At first, melatonin acted only locally, affecting nearby cells. Later, with the emergence of the nighttime melatonin peak, it also entered the bloodstream—known as endocrine signaling. From then on, other tissues could also benefit from melatonin.

Melatonin—N-acetyl-5-methoxytryptamine—is synthesized from the essential amino acid tryptophan and ultimately serotonin through a multistep chemical process. Production occurs mainly, though not exclusively, in the pineal gland. Melatonin is also produced in the retina, brain, gastrointestinal tract, testes, ovaries, and skin.

Pineal gland

The pineal gland (epiphysis) functions as a link between the nervous system and the limbic system of the brain. In the Western world, little was known about the pineal gland until 1958, when Aaron Bunsen Lerner claimed that it produced melatonin. In Eastern medicine, by contrast, the pineal gland had been regarded as the “third eye” for thousands of years.

The mystery of sleep

From a scientific perspective, further studies of the above hypotheses may also provide fundamental insights into the role of sleep, which remains a mystery even today. Sleep does not seem to be fully explained biologically, since its complex workings appear to take place in a quantum world where different rules apply than in the biochemical world. A solution is more likely to come from biophysics, which deals with phenomena such as magnetism, electricity, and other physical laws in combination with biology.

New information about sleep indeed points in this direction. The key difference between brain activity during wakefulness and sleep seems to be the extent to which brain regions communicate with each other. From this comes the hypothesis that the function of sleep is not defined by activity in individual regions, but by the interaction between them and how this interaction develops across space and time.

We should therefore regard sleep as a specific configuration of the network in our brain. An interesting addition to this theory is the discovery that during sleep, the electrical signals used by brain cells to communicate run in the opposite direction. This clears away unimportant information and makes cells receptive to new learning experiences. This underlies the formation of new memories.

Not only do signal direction and network configuration change during sleep, but the cellular structure of brain cells also shifts. The brain has a unique way of clearing harmful waste via the glymphatic system. Most interestingly, brain cells shrink by about 60% during sleep, allowing waste to be flushed out more easily. Sleep therefore also changes the cellular structure of the brain, placing it in a completely different state.

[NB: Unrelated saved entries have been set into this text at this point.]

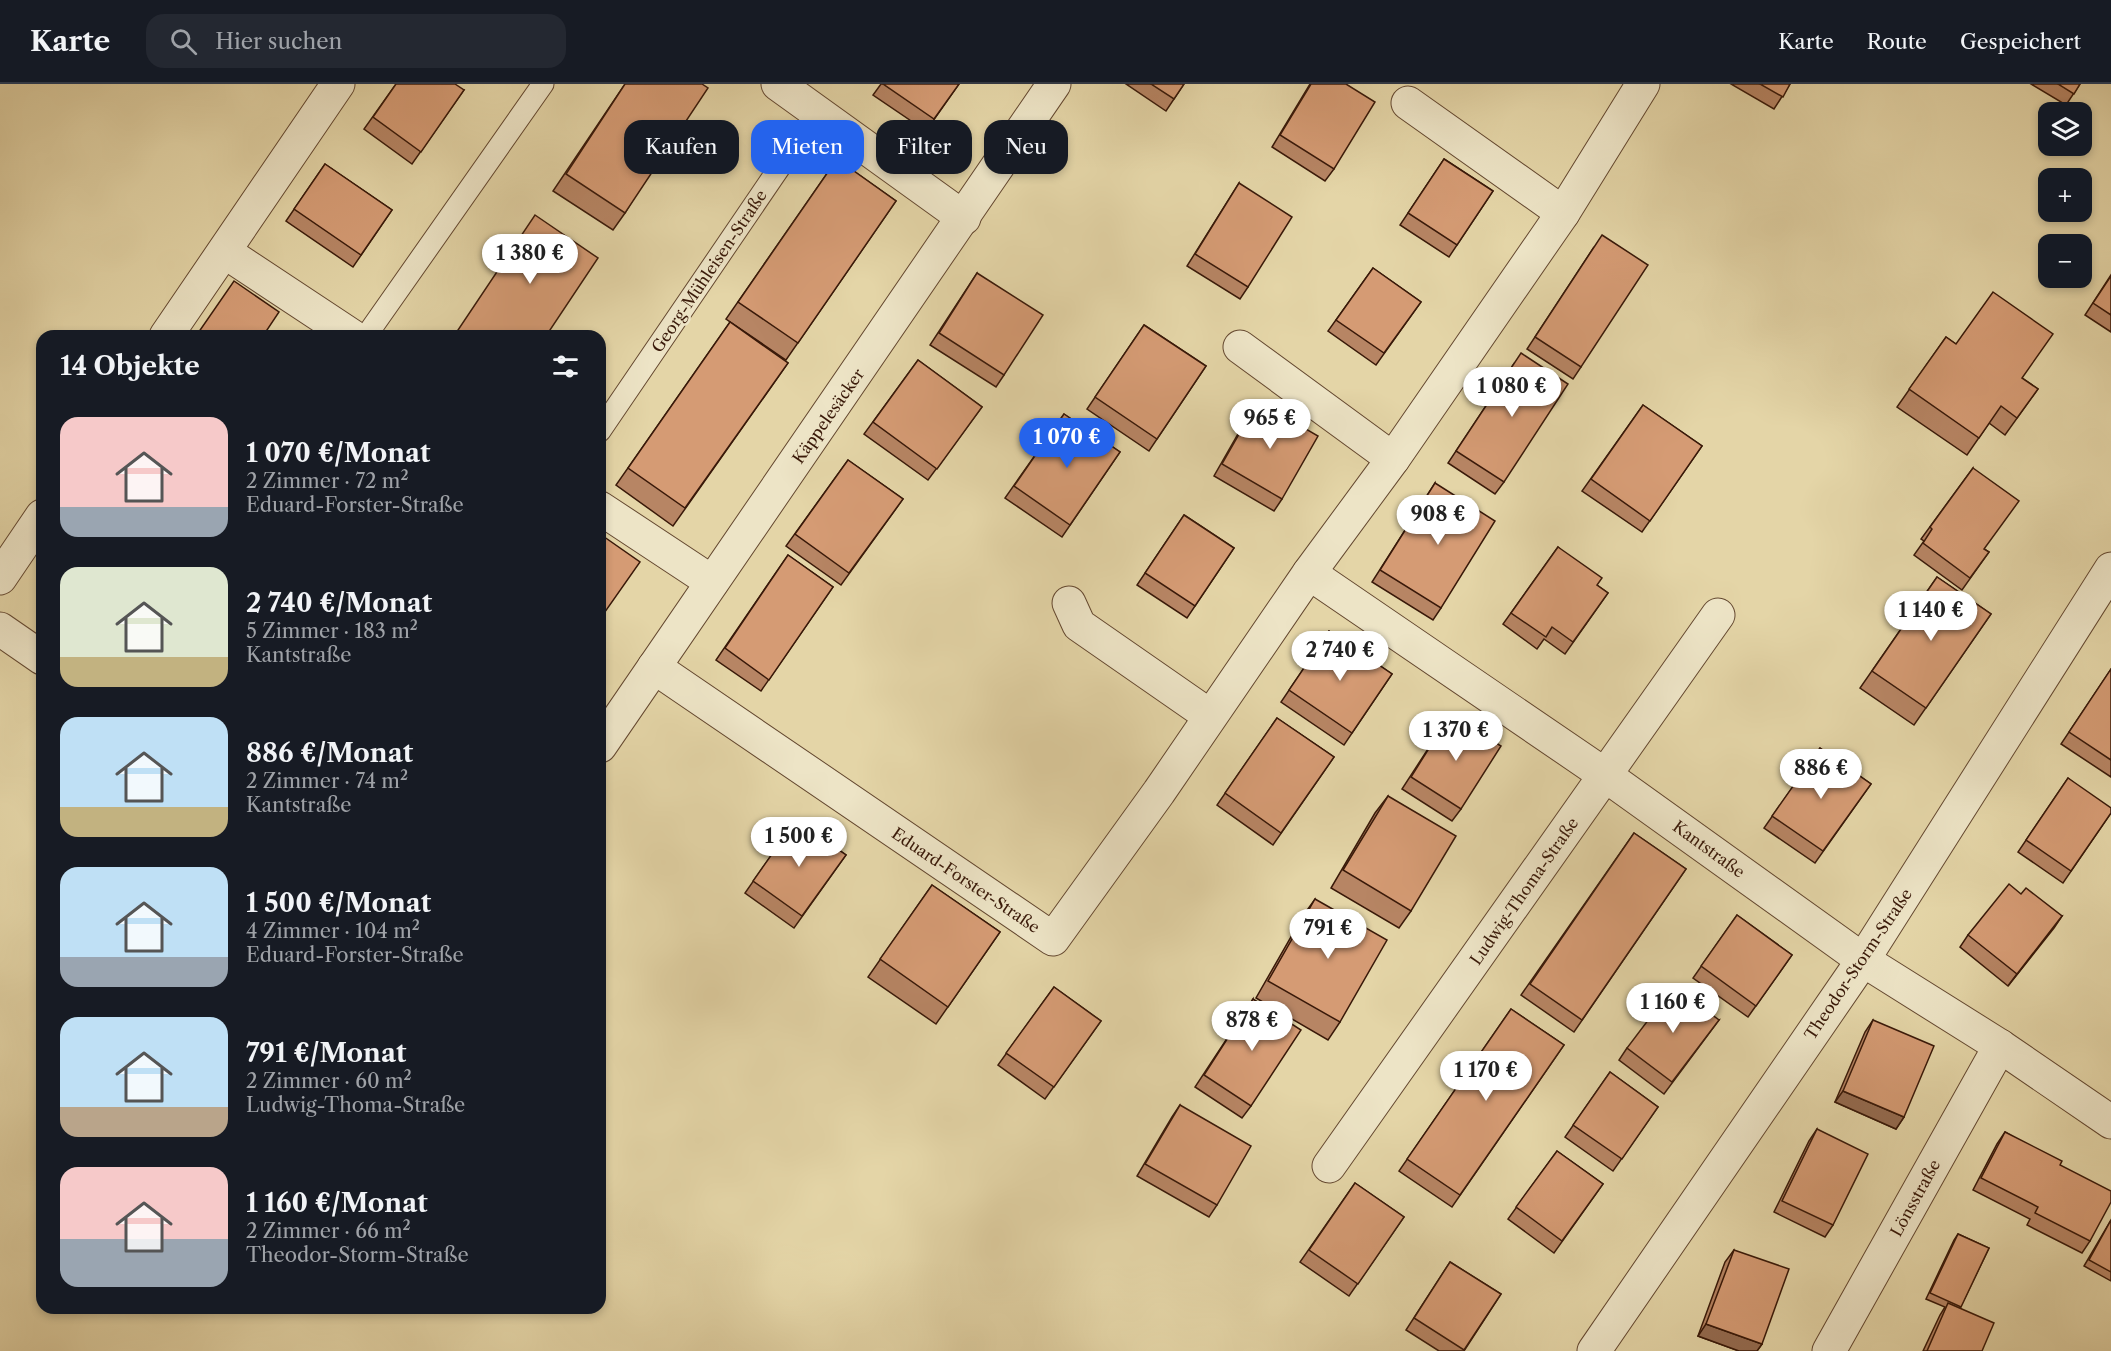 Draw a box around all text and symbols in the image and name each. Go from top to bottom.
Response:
search box [146,14,566,68]
text: Karte [30,24,110,58]
icon: search [167,25,200,58]
text: Hier suchen [215,28,342,55]
text: Karte [1778,29,1834,54]
text: Route [1867,29,1927,54]
text: Gespeichert [1960,29,2081,54]
map controls [2038,102,2092,288]
button: layers [2038,102,2092,156]
chip: Kaufen [624,120,739,174]
chip: Mieten [751,120,864,174]
chip: Filter [876,120,972,174]
chip: Neu [984,120,1068,174]
button: + [2038,168,2092,222]
street label: Georg-Mühleisen-Straße [647,186,771,356]
pin: 1 380 € [475,234,585,285]
button: − [2038,234,2092,288]
text: 1 380 € [496,241,564,265]
text: 14 Objekte [60,350,200,382]
icon: filters [549,350,582,383]
street label: Käppelesäcker [788,364,868,467]
pin: 1 080 € [1457,367,1567,418]
text: 1 080 € [1477,374,1547,398]
pin: 965 € [1228,399,1312,450]
text: 965 € [1244,406,1296,430]
pin: 1 070 € [1012,418,1122,469]
text: 1 070 € [1033,425,1101,449]
text: 1 070 €/Monat [246,437,431,469]
icon: home [108,441,180,513]
text: 2 Zimmer · 72 m² [246,469,409,493]
text: Eduard-Forster-Straße [246,493,464,517]
pin: 908 € [1396,495,1480,546]
text: 908 € [1411,502,1465,526]
text: 2 740 €/Monat [246,587,432,619]
icon: home [108,591,180,663]
pin: 1 140 € [1876,591,1986,642]
text: 1 140 € [1898,598,1964,622]
text: 5 Zimmer · 183 m² [246,619,418,643]
pin: 2 740 € [1285,631,1395,682]
text: 2 740 € [1306,638,1374,662]
text: Kantstraße [246,643,351,667]
pin: 1 370 € [1401,711,1511,762]
text: 1 370 € [1423,718,1489,742]
text: 886 €/Monat [246,737,413,769]
icon: home [108,741,180,813]
pin: 886 € [1779,749,1863,800]
text: 886 € [1794,756,1848,780]
text: 2 Zimmer · 74 m² [246,769,408,793]
text: Kantstraße [246,793,351,817]
street label: Ludwig-Thoma-Straße [1465,813,1583,969]
street label: Kantstraße [1669,816,1749,882]
pin: 1 500 € [744,817,854,868]
street label: Eduard-Forster-Straße [888,823,1044,937]
text: 1 500 € [765,824,833,848]
street label: Theodor-Storm-Straße [1800,885,1916,1043]
text: 1 500 €/Monat [246,887,431,919]
icon: home [108,891,180,963]
pin: 791 € [1286,909,1370,960]
text: 791 € [1303,916,1353,940]
text: 4 Zimmer · 104 m² [246,919,420,943]
text: Eduard-Forster-Straße [246,943,464,967]
pin: 1 160 € [1618,983,1728,1034]
text: 1 160 € [1640,990,1706,1014]
pin: 878 € [1210,1001,1294,1052]
text: 878 € [1226,1008,1278,1032]
text: 791 €/Monat [246,1037,406,1069]
icon: home [108,1041,180,1113]
pin: 1 170 € [1431,1051,1541,1102]
text: 1 170 € [1454,1058,1518,1082]
text: 2 Zimmer · 60 m² [246,1069,412,1093]
text: Ludwig-Thoma-Straße [246,1093,465,1117]
street label: Lönsstraße [1886,1156,1944,1240]
text: 1 160 €/Monat [246,1187,428,1219]
icon: home [108,1191,180,1263]
text: 2 Zimmer · 66 m² [246,1219,411,1243]
text: Theodor-Storm-Straße [246,1243,469,1267] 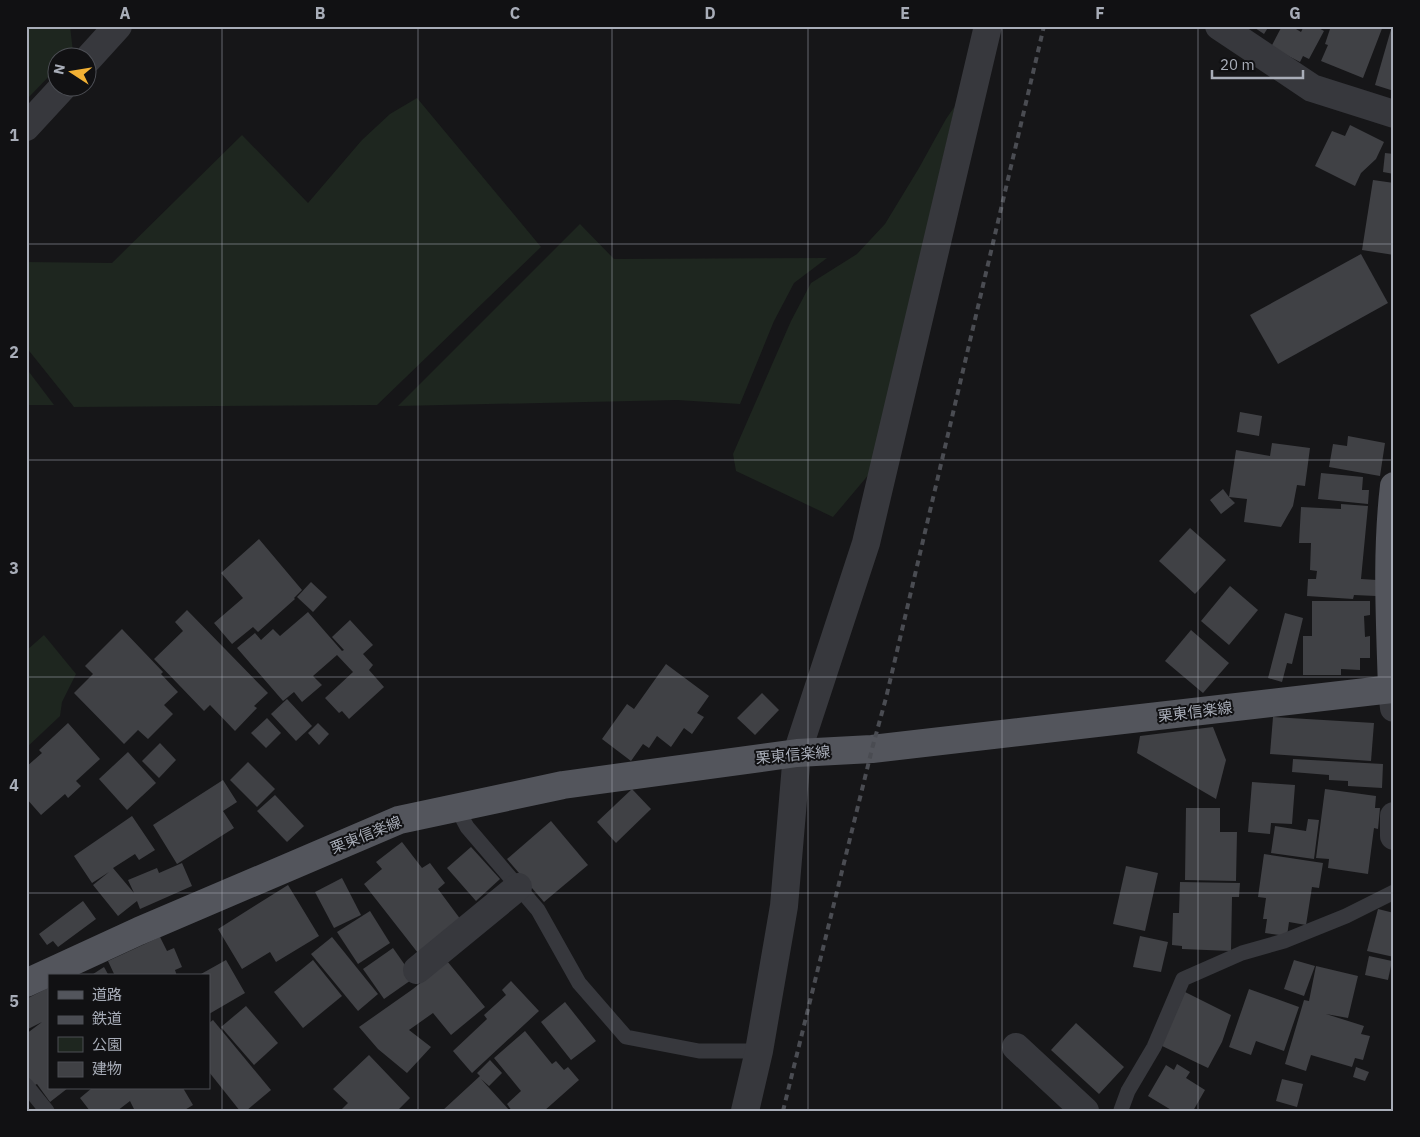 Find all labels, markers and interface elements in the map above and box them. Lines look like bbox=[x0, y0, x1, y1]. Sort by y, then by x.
text: A bbox=[120, 3, 131, 23]
text: B bbox=[315, 3, 326, 23]
text: C bbox=[510, 3, 520, 23]
text: D bbox=[704, 3, 716, 23]
text: E bbox=[900, 3, 910, 23]
text: F bbox=[1095, 3, 1105, 23]
text: G bbox=[1289, 3, 1301, 23]
north arrow bbox=[48, 48, 98, 98]
scale bar bbox=[1212, 48, 1304, 80]
text: 20 m bbox=[1220, 55, 1255, 74]
text: N bbox=[49, 62, 69, 76]
text: 1 bbox=[9, 125, 19, 145]
text: 2 bbox=[9, 342, 19, 362]
text: 3 bbox=[9, 558, 19, 578]
street label: 栗東信楽線 bbox=[1157, 698, 1233, 726]
street label: 栗東信楽線 bbox=[755, 742, 831, 767]
text: 4 bbox=[9, 775, 19, 795]
street label: 栗東信楽線 bbox=[327, 812, 404, 857]
legend bbox=[48, 974, 210, 1090]
text: 道路 bbox=[92, 985, 122, 1004]
text: 5 bbox=[9, 991, 19, 1011]
text: 鉄道 bbox=[92, 1009, 122, 1028]
text: 公園 bbox=[92, 1035, 122, 1054]
text: 建物 bbox=[92, 1059, 122, 1078] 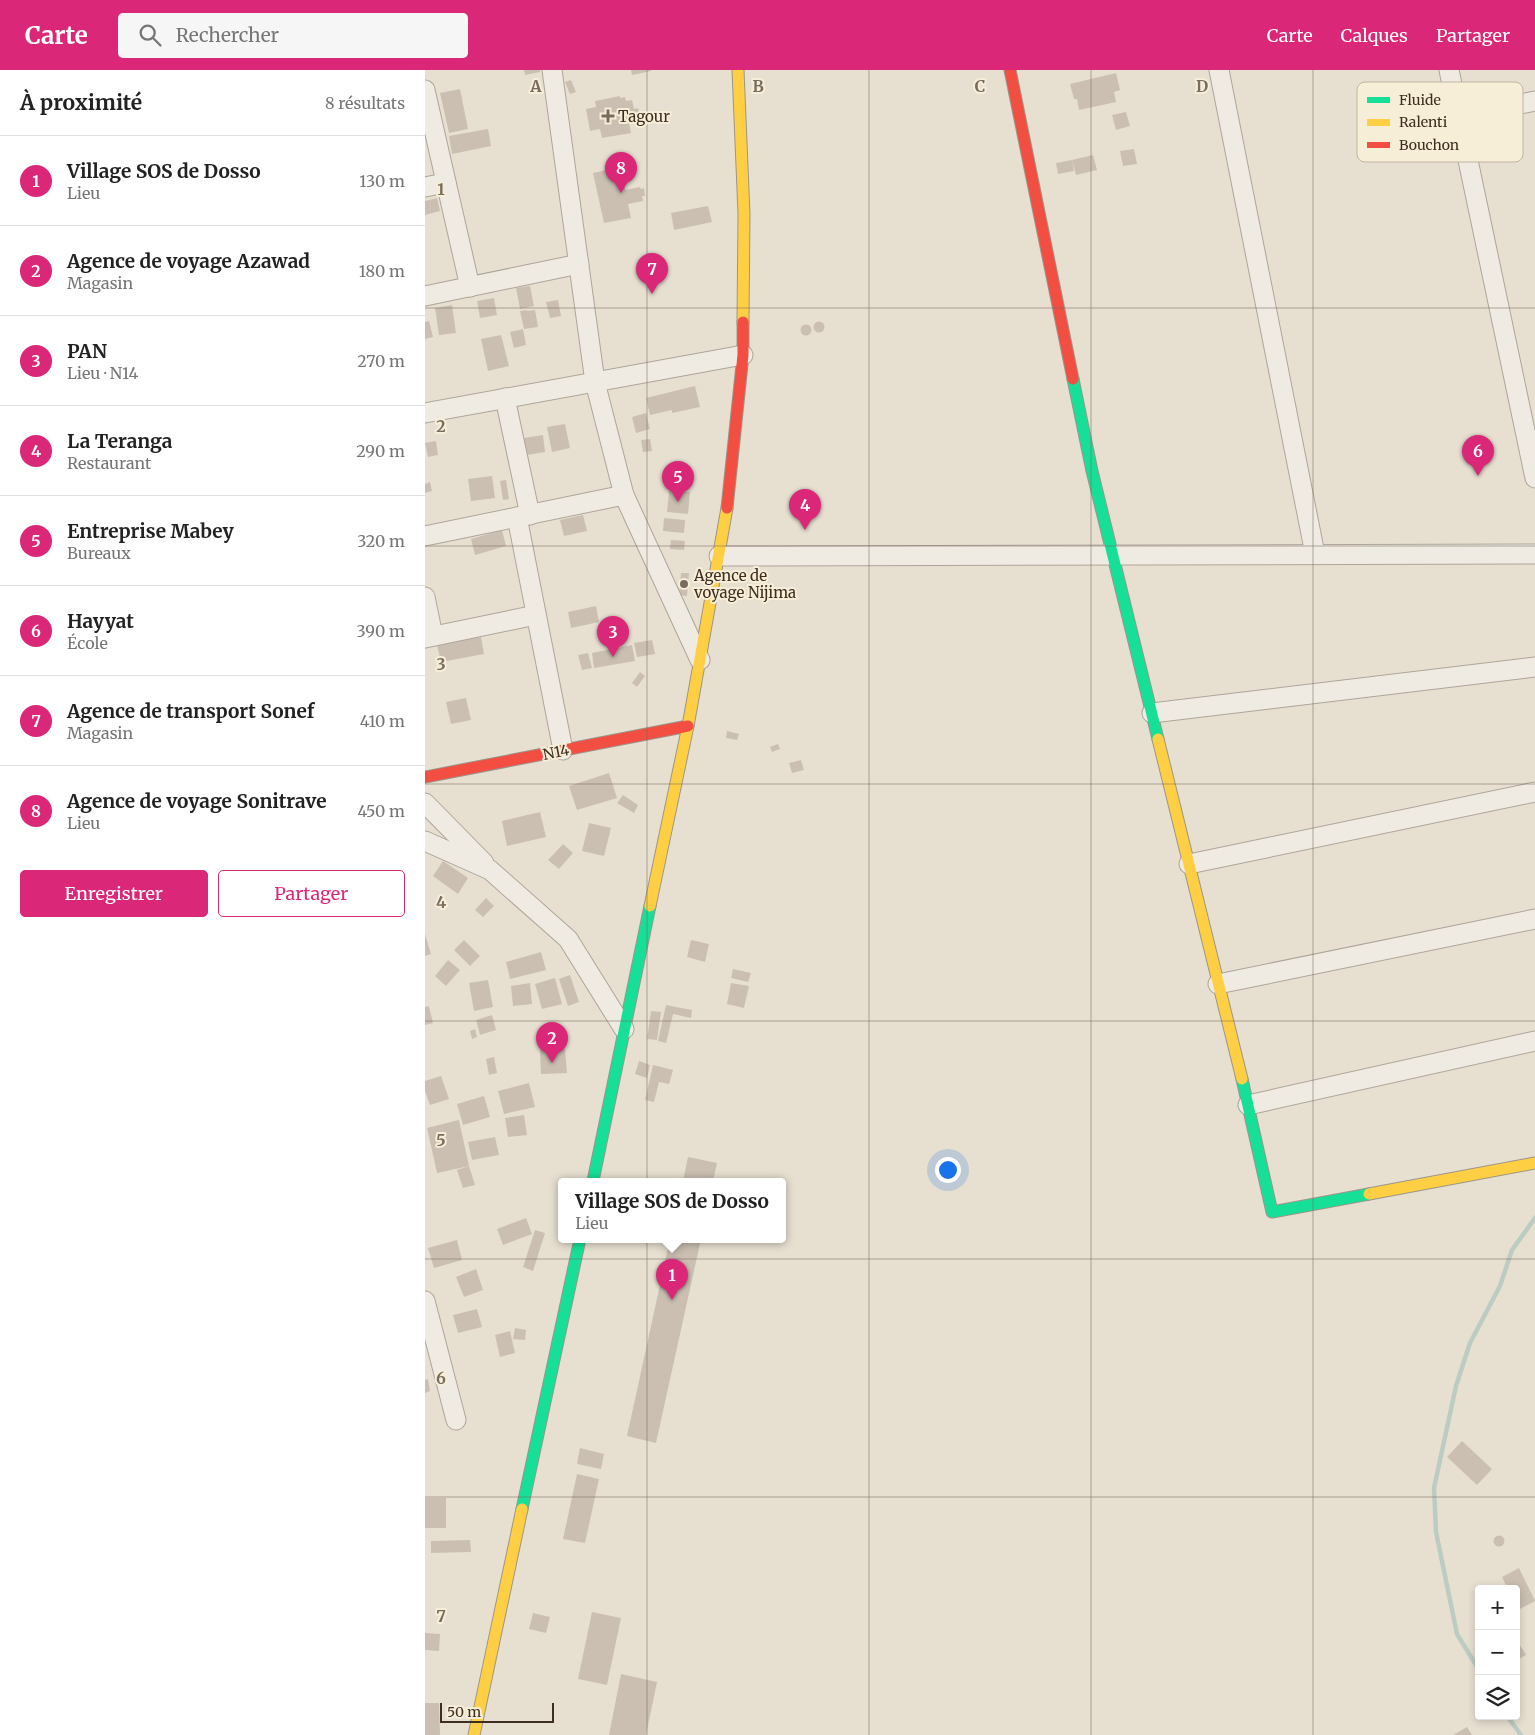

Artificial vs. natural light

A completely different brain configuration, reversed electrical signals, and altered cellular structures—this sounds rather “quantum-like.” In today’s world, where artificial light dominates the dark night, we should not forget that the foundation of healthy functioning lies deep in our natural biorhythms. To support your natural rhythm, spend time outdoors in daylight during the day, and in the evening avoid blue light as much as possible. So turn off the TV, put away your phone, and light a fireplace or some candles. This triggers melatonin production at the right time, helping you sleep deeply and allowing body and mind to restore optimally.